In Isaacson, Stolper Co. v. Artisan's Savings Bank, 330 A.2d 130 (Del. 1974), the court considered an action for accounting malpractice in the preparation of income tax returns and an assessment by the Internal Revenue Service at a time later than the expiration of the statute of limitations. The court held, 330 A.2d at 132, "The general law in this State is that the statute of limitations here involved begins to run at the time of the wrongful act, and ignorance of a cause of action, absent concealment or fraud, does not stop it." Nevertheless, the Delaware court, citing Moonie v. Lynch, supra, and its "discovery rule," stated, 330 A.2d at 133-134, "We agree in principle with the California Courts but not necessarily with a broad application of the rule to all malpractice cases. Application of the `time of discovery' rule is limited, and each case must stand or fall on its own facts, and those facts will determine whether it is an exception to the [Delaware] Mastellone rule." The court cited with approval the New Mexico Court of Appeals' decision in Chisholm v.
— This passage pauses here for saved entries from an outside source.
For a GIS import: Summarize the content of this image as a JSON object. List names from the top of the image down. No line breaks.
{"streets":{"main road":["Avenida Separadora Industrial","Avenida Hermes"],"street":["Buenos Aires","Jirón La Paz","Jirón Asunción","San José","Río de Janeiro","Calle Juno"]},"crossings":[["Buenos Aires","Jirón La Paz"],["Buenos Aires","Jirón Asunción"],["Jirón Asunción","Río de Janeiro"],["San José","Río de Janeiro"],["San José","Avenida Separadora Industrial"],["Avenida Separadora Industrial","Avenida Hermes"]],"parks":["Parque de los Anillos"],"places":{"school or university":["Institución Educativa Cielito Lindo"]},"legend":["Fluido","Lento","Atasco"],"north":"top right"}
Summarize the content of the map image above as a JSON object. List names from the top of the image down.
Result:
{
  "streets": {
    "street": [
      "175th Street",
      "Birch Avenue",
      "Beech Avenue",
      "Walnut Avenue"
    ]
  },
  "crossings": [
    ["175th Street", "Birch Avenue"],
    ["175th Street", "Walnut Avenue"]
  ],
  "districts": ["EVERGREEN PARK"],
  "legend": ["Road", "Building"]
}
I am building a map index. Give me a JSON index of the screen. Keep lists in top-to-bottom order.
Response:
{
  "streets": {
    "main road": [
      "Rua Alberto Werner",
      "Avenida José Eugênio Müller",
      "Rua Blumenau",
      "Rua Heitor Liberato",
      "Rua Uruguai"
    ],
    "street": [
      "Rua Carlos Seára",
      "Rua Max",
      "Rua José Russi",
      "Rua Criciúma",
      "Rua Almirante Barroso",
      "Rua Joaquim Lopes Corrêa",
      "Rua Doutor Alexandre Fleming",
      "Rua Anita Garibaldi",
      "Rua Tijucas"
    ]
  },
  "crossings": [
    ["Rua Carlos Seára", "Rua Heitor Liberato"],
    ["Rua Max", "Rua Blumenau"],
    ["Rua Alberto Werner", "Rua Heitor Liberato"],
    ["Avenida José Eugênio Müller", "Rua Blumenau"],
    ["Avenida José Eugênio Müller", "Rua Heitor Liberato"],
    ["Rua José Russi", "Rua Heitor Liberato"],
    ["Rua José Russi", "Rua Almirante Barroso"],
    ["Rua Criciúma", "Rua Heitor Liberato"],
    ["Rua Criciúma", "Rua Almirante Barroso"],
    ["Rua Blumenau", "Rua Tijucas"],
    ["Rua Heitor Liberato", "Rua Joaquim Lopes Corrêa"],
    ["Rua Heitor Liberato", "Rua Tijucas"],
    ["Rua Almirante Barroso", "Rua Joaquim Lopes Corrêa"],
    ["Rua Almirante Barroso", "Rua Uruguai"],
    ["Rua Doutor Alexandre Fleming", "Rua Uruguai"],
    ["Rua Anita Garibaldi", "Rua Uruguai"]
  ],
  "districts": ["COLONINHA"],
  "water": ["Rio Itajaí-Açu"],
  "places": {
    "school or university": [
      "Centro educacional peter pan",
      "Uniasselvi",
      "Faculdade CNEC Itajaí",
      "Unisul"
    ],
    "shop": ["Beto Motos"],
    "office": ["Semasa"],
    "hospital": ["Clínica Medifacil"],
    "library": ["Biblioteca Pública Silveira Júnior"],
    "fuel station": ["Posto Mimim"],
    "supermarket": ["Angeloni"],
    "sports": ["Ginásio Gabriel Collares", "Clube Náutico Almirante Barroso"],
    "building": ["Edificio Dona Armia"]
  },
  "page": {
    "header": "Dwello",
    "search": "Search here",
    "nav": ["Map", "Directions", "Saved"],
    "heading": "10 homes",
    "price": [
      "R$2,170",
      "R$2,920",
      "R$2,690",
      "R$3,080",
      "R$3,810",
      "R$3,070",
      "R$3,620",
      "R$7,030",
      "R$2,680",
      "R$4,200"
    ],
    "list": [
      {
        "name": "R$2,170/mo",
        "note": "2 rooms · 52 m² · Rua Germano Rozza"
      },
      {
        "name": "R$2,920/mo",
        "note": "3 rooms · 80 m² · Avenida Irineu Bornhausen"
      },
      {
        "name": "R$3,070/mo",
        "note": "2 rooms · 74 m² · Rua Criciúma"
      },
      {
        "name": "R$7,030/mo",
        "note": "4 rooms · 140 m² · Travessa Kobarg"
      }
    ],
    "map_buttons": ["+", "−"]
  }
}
Scott, 526 P.2d 1300 (N.M.Ct.App. 1974), which the court paraphrased as, "[I]n the relationship of accountant and client the trust and confidence that client places in the professional person places him in a vulnerable position should that trust and confidence be misplaced." Further, the Isaacson court agreed with the New Mexico court's rationale in Chisholm that the policy of the law is to encourage such trust and confidence, and likewise, that the duty of the law is to protect the client from the negligent acts of the professional person. Although the Delaware court recognized the general law that ignorance of a cause of action does not stop the operation of the statute of limitations, nevertheless, it made an exception for accounting malpractice in the preparation of income tax returns.
"[L]imitations against a right or cause of action begins to run from the date of the alleged wrong and not from the time that wrong is discovered. [Citations.]
"The harshness of the general rule was readily observable in malpractice suits as it frequently left a victim of professional malpractice without a remedy because the initial wrong was not always discoverable until after limitations had run, even though due diligence was exercised. This has led to the creation of exceptions, one of which Maryland has adopted — `the discovery rule.'" 289 A.2d at p. 4.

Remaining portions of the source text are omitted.